It has become almost cliché in certain policy circles—notably in Latin American countries—that improving education quality requires increasing teacher pay.
How did this idea become the conventional wisdom?
It all begins by recognizing that good teachers are far more important for student learning than, say, how beautiful a school is or how often standardized tests are administered to children. There is robust, credible evidence in support of this basic premise.
Beyond this basic premise, things get murkier. Wages, the argument goes, are just like any other market price: the laws of supply and demand govern them. Because of that, characteristics of non-teaching jobs available to potential teachers—primarily pay—affect who chooses to enter the teaching profession.
The key prediction that follows from this argument is that when pay in other occupations is relatively more attractive than pay in teaching, potential teachers may prefer to work in those occupations instead of becoming teachers.

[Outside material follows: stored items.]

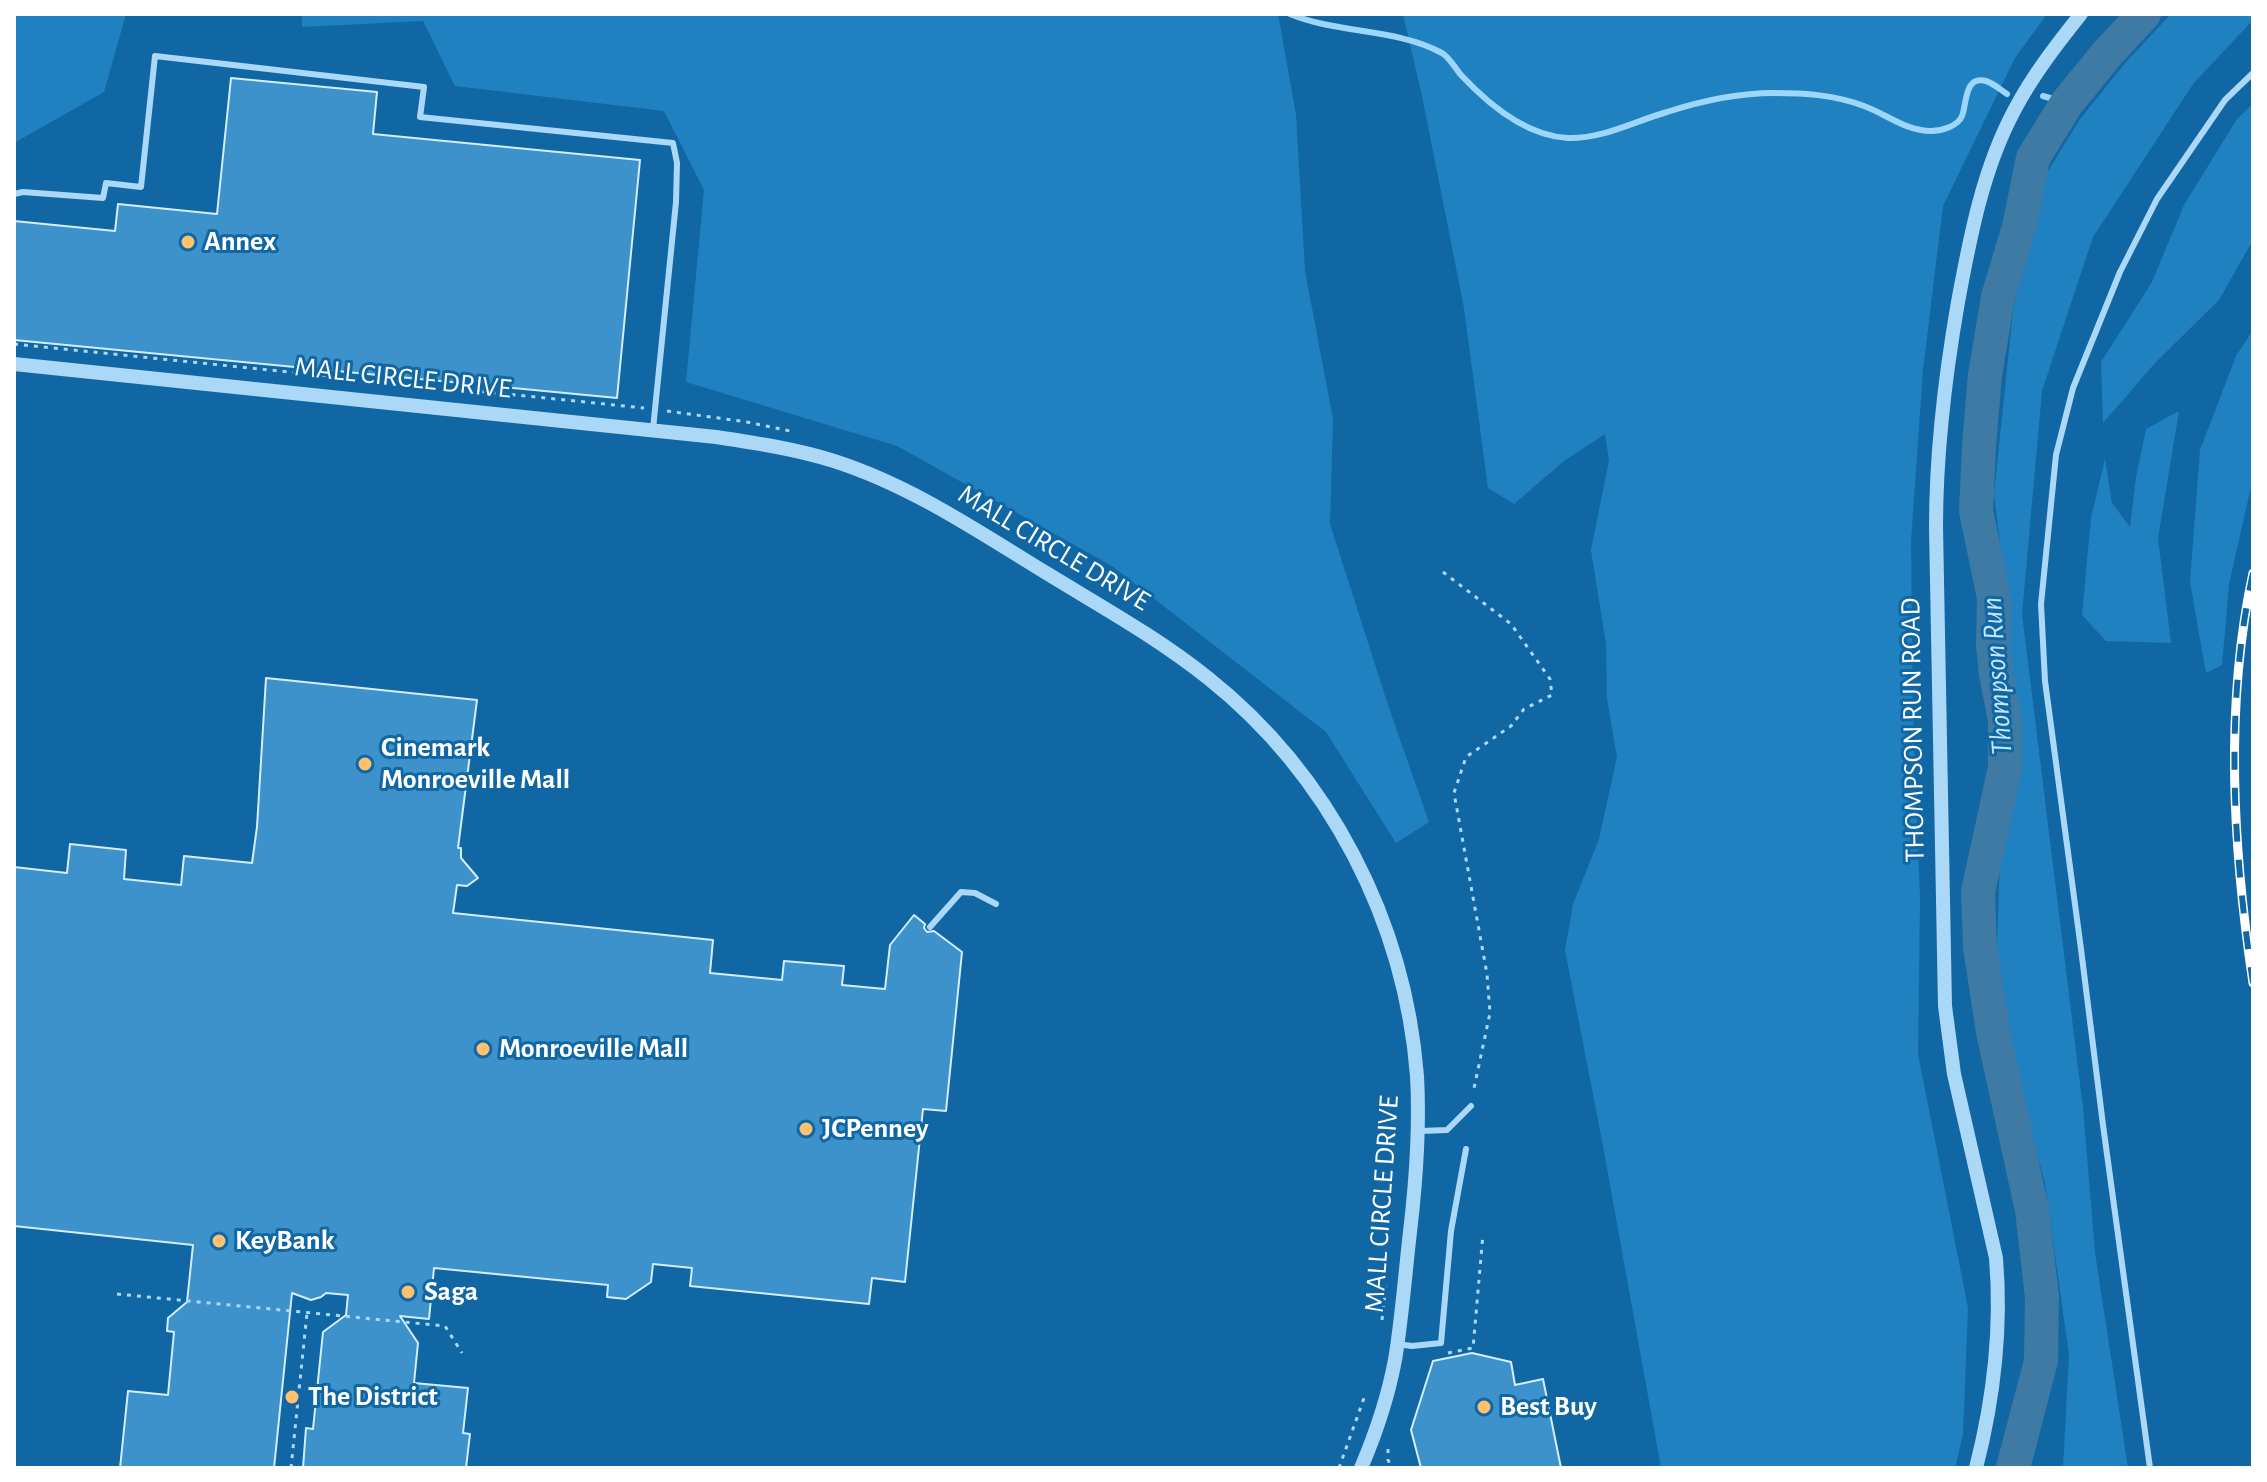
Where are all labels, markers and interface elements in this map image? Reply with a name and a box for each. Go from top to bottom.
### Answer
place label: Annex [204,225,276,259]
marker: Annex [179,233,197,251]
street label: MALL CIRCLE DRIVE [293,350,513,406]
street label: MALL CIRCLE DRIVE [952,478,1156,618]
water label: Thompson Run [1974,596,2020,756]
street label: THOMPSON RUN ROAD [1894,597,1932,863]
place label: Cinemark Monroeville Mall [381,731,570,797]
marker: Cinemark Monroeville Mall [356,755,374,773]
place label: Monroeville Mall [499,1032,688,1066]
marker: Monroeville Mall [474,1040,492,1058]
street label: MALL CIRCLE DRIVE [1358,1094,1406,1314]
place label: JCPenney [822,1112,929,1146]
marker: JCPenney [797,1120,815,1138]
place label: KeyBank [235,1224,335,1258]
marker: KeyBank [210,1232,228,1250]
place label: Saga [424,1275,478,1309]
marker: Saga [399,1283,417,1301]
place label: The District [308,1380,438,1414]
marker: The District [283,1388,301,1406]
place label: Best Buy [1500,1390,1597,1424]
marker: Best Buy [1475,1398,1493,1416]

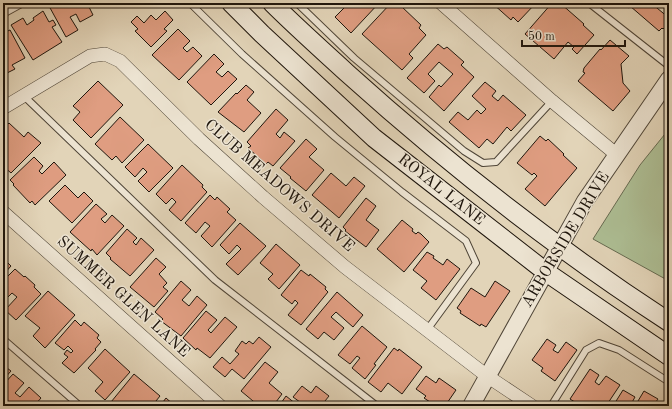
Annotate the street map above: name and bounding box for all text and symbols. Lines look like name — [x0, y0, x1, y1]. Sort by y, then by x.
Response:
scale bar — [522, 22, 625, 48]
text: 50 m — [528, 30, 555, 43]
street label: CLUB MEADOWS DRIVE — [201, 117, 357, 255]
street label: ROYAL LANE — [395, 151, 487, 229]
street label: ARBORSIDE DRIVE — [519, 169, 613, 311]
street label: SUMMER GLEN LANE — [54, 233, 192, 361]

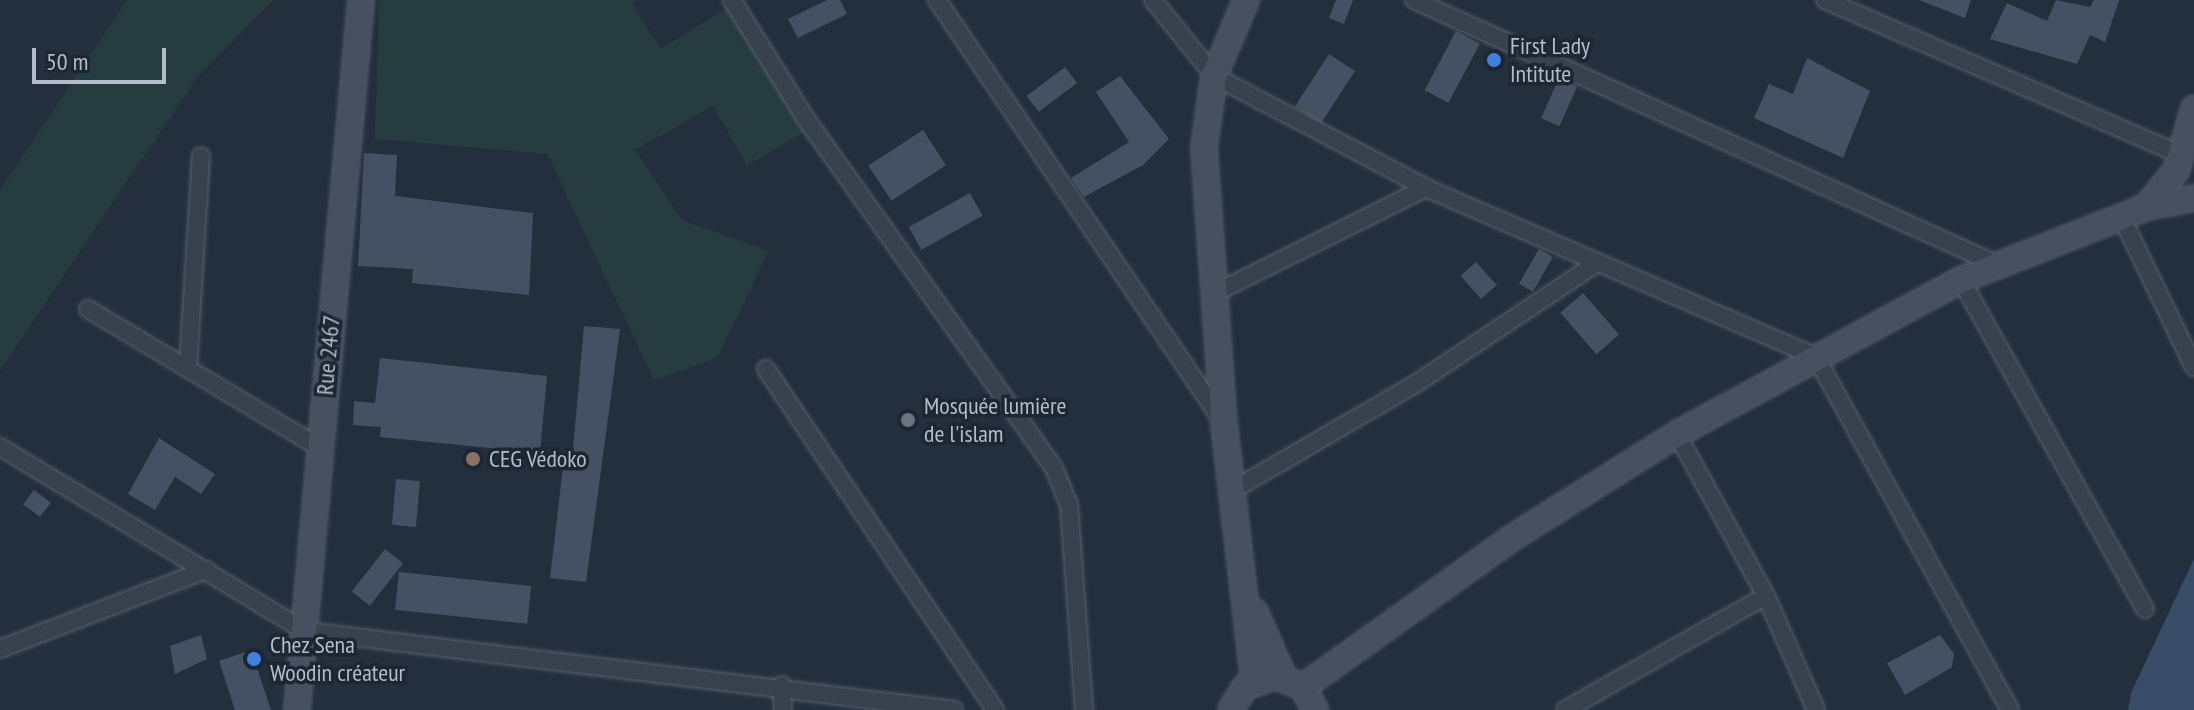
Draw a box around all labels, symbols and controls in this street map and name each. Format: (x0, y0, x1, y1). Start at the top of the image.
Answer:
scale bar (36, 32, 170, 82)
place label: First Lady Intitute (1510, 32, 1590, 88)
text: 50 m (46, 46, 88, 77)
marker: First Lady Intitute (1485, 51, 1503, 69)
street label: Rue 2467 (310, 314, 346, 396)
place label: Mosquée lumière de l'islam (924, 392, 1067, 448)
marker: Mosquée lumière de l'islam (899, 411, 917, 429)
place label: CEG Védoko (489, 445, 587, 473)
marker: CEG Védoko (464, 450, 482, 468)
place label: Chez Sena Woodin créateur (270, 631, 405, 687)
marker: Chez Sena Woodin créateur (245, 650, 263, 668)

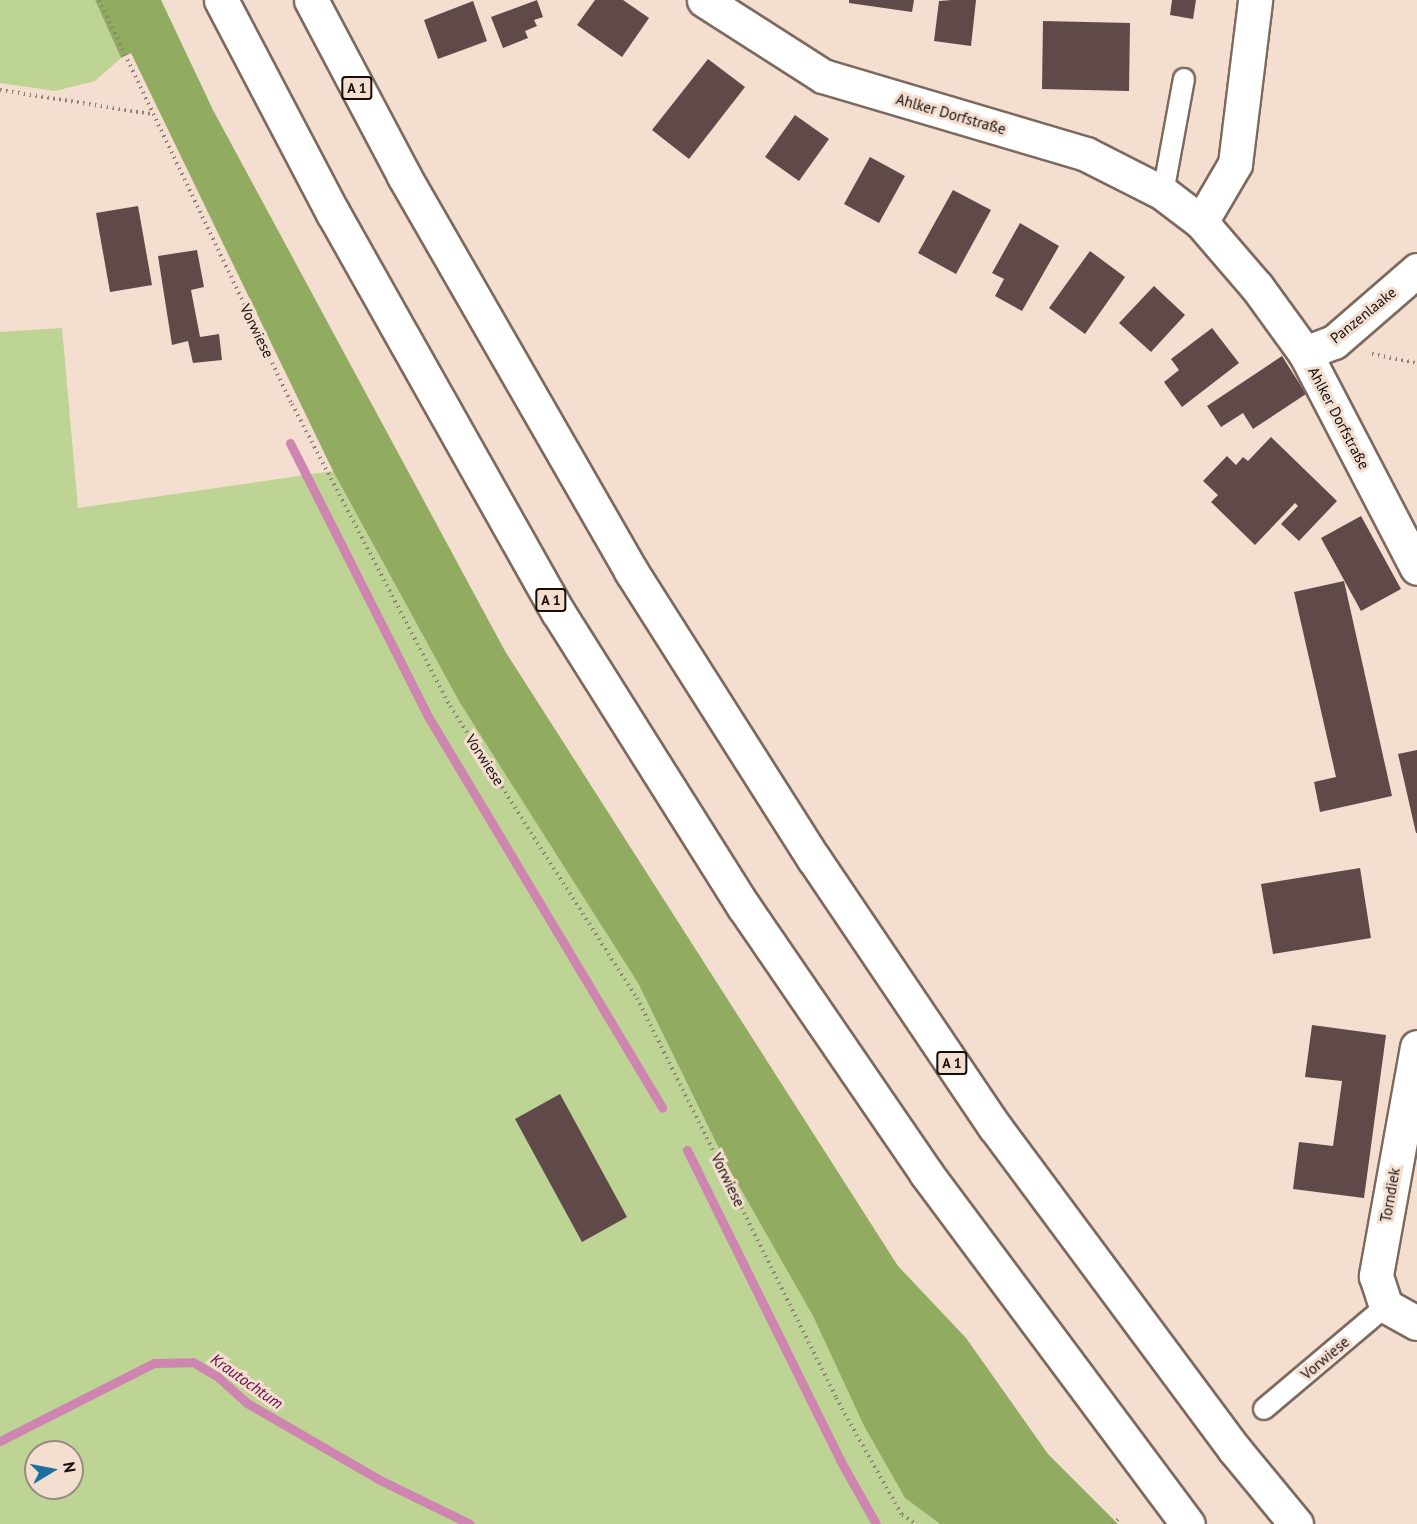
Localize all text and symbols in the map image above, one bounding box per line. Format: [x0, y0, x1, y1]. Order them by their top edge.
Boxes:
road number: A 1 [340, 77, 374, 99]
street label: Ahlker Dorfstraße [894, 90, 1008, 138]
street label: Panzenlaake [1326, 283, 1400, 347]
street label: Vorwiese [236, 301, 278, 361]
street label: Ahlker Dorfstraße [1304, 364, 1374, 472]
road number: A 1 [534, 589, 568, 611]
street label: Vorwiese [462, 731, 508, 789]
road number: A 1 [936, 1052, 968, 1074]
street label: Vorwiese [707, 1150, 749, 1210]
street label: Torndiek [1376, 1167, 1404, 1223]
street label: Vorwiese [1297, 1333, 1353, 1383]
water label: Krautochtum [207, 1349, 287, 1413]
north arrow [24, 1440, 84, 1500]
text: N [59, 1460, 81, 1474]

Teacher pay relative to other occupations may, therefore, affect education quality to the extent that it affects the decision to become a teacher for many talented, motivated individuals who would presumably make great teachers.
Under the presumption that relative teacher pay affects education quality downstream, many studies in Latin America and globally have tried to establish whether teachers earn less or more that comparable professionals in other occupations. Most studies reach the same three conclusions:
- Teachers are underpaid relative to other occupations.
- Teachers work fewer hours/days than workers in other occupations.
- Pay per hour/day is actually higher among teachers than workers in other occupations.
And thus, these three findings have become the conventional wisdom about teacher pay.
The problem with the conventional wisdom in this case is that it is based on faulty data, drawing mainly from household surveys that are not well suited for the task at hand. For instance, household surveys rarely collect information about teachers’ actual outside labor market options, their teaching ability, or the fact that teachers may possess other (unobserved) attributes such as motivation or public-service inclination that are related to compensation in the labor market. Put simply, the data limitations in existing studies are simply too onerous to draw credible conclusions about teacher pay policy.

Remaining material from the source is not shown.